What Did You Do Before You Learned to Be Knotted?
When my first baby was born, we marveled at how unknotted his back was. Nine months in water, zero time bearing weight, no tension yet...the way life should begin, right?
I've had over a decade to reflect on this: When was the last time I felt that way?
Fourth grade was the last time I remember being bored.
I wandered neighborhoods on my banana-seat bicycle. I wrote stories and bound them with little report covers--my own publishing house. Pretended to run businesses. Took care of stuffed animals like they were real. One time I lit my finger on fire doing an experiment to make the edges of a paper look "old."
No agenda. Just making things because it felt good and occasionally getting burned in the process.
These experiences come to mind because the present moment feels awfully knotted. The ground beneath us feels shaky, and when I don't know the way forward, I look back. (By the way, if you're celebrating Easter this week, my pal Jan has a great reflection on the shakiness at her blog here).
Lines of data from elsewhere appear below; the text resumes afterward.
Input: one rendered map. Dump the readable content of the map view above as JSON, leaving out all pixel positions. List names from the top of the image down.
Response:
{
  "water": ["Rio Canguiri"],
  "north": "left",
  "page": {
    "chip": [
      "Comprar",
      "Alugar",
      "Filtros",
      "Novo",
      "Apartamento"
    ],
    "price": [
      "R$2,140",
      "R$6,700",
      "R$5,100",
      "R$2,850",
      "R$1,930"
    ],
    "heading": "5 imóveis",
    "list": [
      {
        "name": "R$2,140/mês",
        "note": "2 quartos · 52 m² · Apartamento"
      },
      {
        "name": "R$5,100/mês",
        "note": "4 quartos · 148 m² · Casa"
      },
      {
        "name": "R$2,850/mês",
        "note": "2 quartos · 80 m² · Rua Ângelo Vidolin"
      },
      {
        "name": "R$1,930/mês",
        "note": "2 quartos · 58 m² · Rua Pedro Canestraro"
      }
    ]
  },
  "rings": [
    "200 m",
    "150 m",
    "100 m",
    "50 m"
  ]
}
It's something different than nostalgia, but a mining process, to find the practices that unknotted me before I knew what tense muscles were.
Art. Rest. Boredom. Imagination.
Imagination is the root of empathy. Empathy connects us to each other, to purpose, to planet—to past and future.
Fourth-grade me binding stories wasn't escaping reality, but she was practicing how to make meaning when things don't make sense. How to create when creation feels impossible.
I needed notebook paper and a pencil, and time and space to imagine. I learned over the weekend, when I took that up again, that adult me still benefits from those things.
So this week you're invited to reflect: What did you do before you learned to be knotted?
Not what you were good at. Not what you were praised for. Not what you did to make money or be successful.
But what did you do because it felt true?
Maybe it's time to go back there and reconnect for a while. You don't have to stay, but it will help you remember the way forward when things feel shaky.